Regional Strategy
To Stop Tuberculosis
in the Western Pacific

Scaling Up the Programmatic Management of Drug-Resistant TB (PMDT)

The aim of objective 3 is to address the Multidrug-resistant and Extensively Drug-resistant (M/XDR-TB) epidemic in the Western Pacific Region and to offer a framework for further development and refinement of national PMDT plans.

In May 2009, the Sixty-second World Health Assembly adopted resolution WHA62.15 calling for strengthening the prevention and control of drug-resistant tuberculosis. The resolution was inspired by the Beijing Call for Action in response to M/XDR-TB, endorsed at a ministerial meeting in Beijing in April 2009. The resolution urges Member States to achieve universal access to diagnosis and treatment of drug-resistant tuberculosis to save lives and protect communities. This global momentum is reflected by increased funding and technical and managerial support through the Green Light Committee Initiative , the Global Drug Facility and the Global Laboratory Initiative. WHO guidelines on PMDT are regularly updated to provide the evidence base for PMDT.

At the same time, the Western Pacific Region has not seen much progress in preventing the development and transmission of drug-resistant TB. Less than 3000 patients received second-line treatment between 2005 and 2009, covering only a fraction of the estimated number of MDR-TB cases (see graph below). Although most countries with a high burden of MDR-TB have successfully piloted PMDT, the scale up is hampered by the lack of: (a) laboratory networks; (b) qualified human resources; (c) effective linkages with private and hospital sectors; (d) models of care that ensure adherence to long and complicated treatment regimens; (e) quality-assured second-line drugs; and (f) infection control. Overall, there is limited strategic planning of PMDT at all levels.

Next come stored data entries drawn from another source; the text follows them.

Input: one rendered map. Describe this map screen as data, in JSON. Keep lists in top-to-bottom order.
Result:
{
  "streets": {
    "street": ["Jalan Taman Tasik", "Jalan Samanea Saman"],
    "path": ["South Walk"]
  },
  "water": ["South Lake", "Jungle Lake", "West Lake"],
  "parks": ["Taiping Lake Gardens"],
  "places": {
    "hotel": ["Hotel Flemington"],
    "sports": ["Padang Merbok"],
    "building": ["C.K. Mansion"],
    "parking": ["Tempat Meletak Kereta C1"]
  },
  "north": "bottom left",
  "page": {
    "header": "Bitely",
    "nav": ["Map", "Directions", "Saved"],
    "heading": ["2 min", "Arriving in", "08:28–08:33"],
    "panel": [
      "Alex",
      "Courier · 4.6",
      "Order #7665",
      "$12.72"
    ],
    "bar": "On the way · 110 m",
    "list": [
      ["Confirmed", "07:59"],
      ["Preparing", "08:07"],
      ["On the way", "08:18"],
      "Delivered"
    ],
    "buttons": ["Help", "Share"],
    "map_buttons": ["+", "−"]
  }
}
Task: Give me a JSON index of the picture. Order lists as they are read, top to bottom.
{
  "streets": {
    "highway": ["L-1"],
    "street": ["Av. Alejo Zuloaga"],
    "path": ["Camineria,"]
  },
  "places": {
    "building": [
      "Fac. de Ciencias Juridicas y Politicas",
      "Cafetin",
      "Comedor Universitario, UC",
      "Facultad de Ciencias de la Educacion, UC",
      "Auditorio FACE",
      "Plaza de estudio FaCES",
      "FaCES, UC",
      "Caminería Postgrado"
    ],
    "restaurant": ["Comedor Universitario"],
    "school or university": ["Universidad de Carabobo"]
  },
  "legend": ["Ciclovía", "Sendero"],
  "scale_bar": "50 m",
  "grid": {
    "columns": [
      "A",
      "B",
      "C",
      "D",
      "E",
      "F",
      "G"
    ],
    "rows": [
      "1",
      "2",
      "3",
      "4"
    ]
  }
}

The following are some fundamental steps to be taken for PMDT scale-up:

  • Representative drug-resistance surveillance (DRS) intensified (in compliance with the updated WHO DRS guidelines) to adequately monitor the burden of MDR-TB. It should incorporate HIV testing;
  • Mobilize resources for all components of their national M/ XDR-TB response plans, ensuring that all identified MDR-TB suspects and patients have equitable access to quality-assured diagnosis and treatment. This includes national capacity-building and training (e.g. training of trainers);
  • Laboratory scale-up plans developed in-line with PMDT scale-up plans to ensure that the capacity to diagnose, treat and procure quality assured MDR-TB drugs is well balanced;
  • Invest in operational research to design and implement the upcoming trials that will bring the new drugs needed to facilitate PMDT and control drug-resistant TB.